| Task details |
The answer must be an exact printing of every record below, with the pictures omitted.

[Dataset entries]
>>>>>

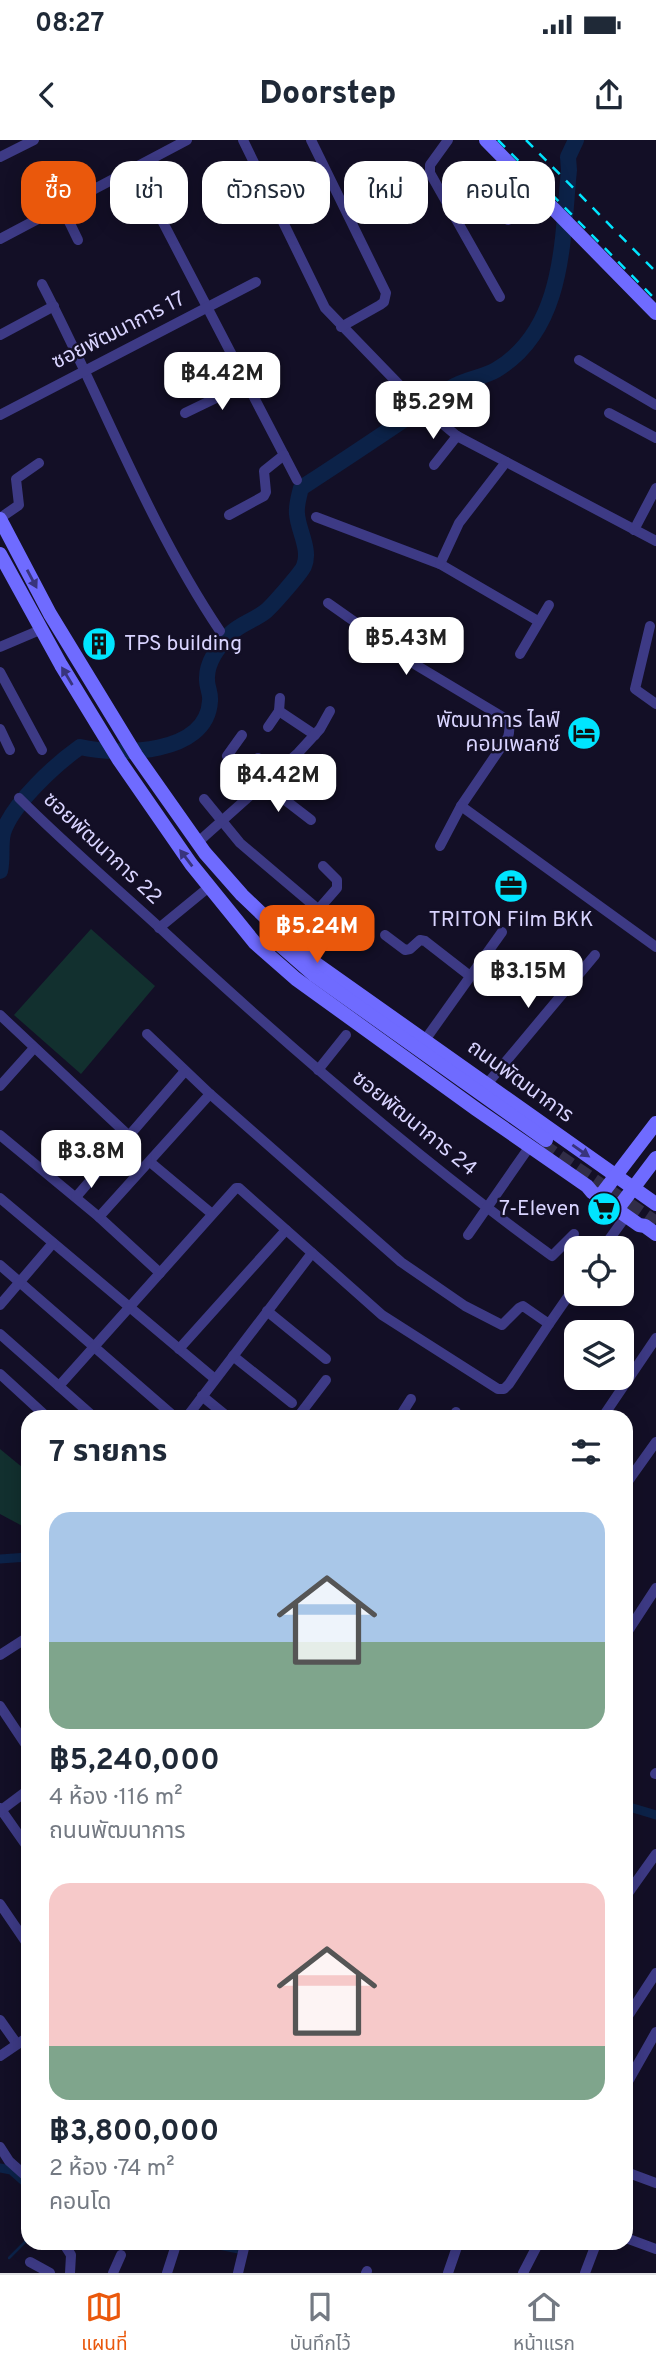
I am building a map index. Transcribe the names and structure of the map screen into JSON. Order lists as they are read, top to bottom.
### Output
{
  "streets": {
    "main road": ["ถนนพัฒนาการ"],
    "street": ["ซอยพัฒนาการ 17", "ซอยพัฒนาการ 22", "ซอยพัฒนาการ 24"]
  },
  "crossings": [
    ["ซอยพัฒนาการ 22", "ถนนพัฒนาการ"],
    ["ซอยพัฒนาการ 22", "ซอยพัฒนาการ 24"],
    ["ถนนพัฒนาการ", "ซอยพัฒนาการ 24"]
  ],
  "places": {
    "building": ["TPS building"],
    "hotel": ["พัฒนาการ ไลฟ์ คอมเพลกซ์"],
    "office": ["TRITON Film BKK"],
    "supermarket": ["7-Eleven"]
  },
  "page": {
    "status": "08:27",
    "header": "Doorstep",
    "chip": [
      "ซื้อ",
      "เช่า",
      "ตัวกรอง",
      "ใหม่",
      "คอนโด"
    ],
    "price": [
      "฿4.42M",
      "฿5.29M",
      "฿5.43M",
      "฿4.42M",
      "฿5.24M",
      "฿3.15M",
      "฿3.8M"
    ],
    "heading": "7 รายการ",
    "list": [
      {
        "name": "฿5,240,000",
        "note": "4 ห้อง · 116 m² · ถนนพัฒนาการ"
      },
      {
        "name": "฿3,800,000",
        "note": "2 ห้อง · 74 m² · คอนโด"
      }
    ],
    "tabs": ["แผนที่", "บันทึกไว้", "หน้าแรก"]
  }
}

<<<<<

| Reply to the task |
I am building a map index. Transcribe the names and structure of the map screen into JSON. Order lists as they are read, top to bottom.
### Output
{
  "streets": {
    "main road": ["ถนนพัฒนาการ"],
    "street": ["ซอยพัฒนาการ 17", "ซอยพัฒนาการ 22", "ซอยพัฒนาการ 24"]
  },
  "crossings": [
    ["ซอยพัฒนาการ 22", "ถนนพัฒนาการ"],
    ["ซอยพัฒนาการ 22", "ซอยพัฒนาการ 24"],
    ["ถนนพัฒนาการ", "ซอยพัฒนาการ 24"]
  ],
  "places": {
    "building": ["TPS building"],
    "hotel": ["พัฒนาการ ไลฟ์ คอมเพลกซ์"],
    "office": ["TRITON Film BKK"],
    "supermarket": ["7-Eleven"]
  },
  "page": {
    "status": "08:27",
    "header": "Doorstep",
    "chip": [
      "ซื้อ",
      "เช่า",
      "ตัวกรอง",
      "ใหม่",
      "คอนโด"
    ],
    "price": [
      "฿4.42M",
      "฿5.29M",
      "฿5.43M",
      "฿4.42M",
      "฿5.24M",
      "฿3.15M",
      "฿3.8M"
    ],
    "heading": "7 รายการ",
    "list": [
      {
        "name": "฿5,240,000",
        "note": "4 ห้อง · 116 m² · ถนนพัฒนาการ"
      },
      {
        "name": "฿3,800,000",
        "note": "2 ห้อง · 74 m² · คอนโด"
      }
    ],
    "tabs": ["แผนที่", "บันทึกไว้", "หน้าแรก"]
  }
}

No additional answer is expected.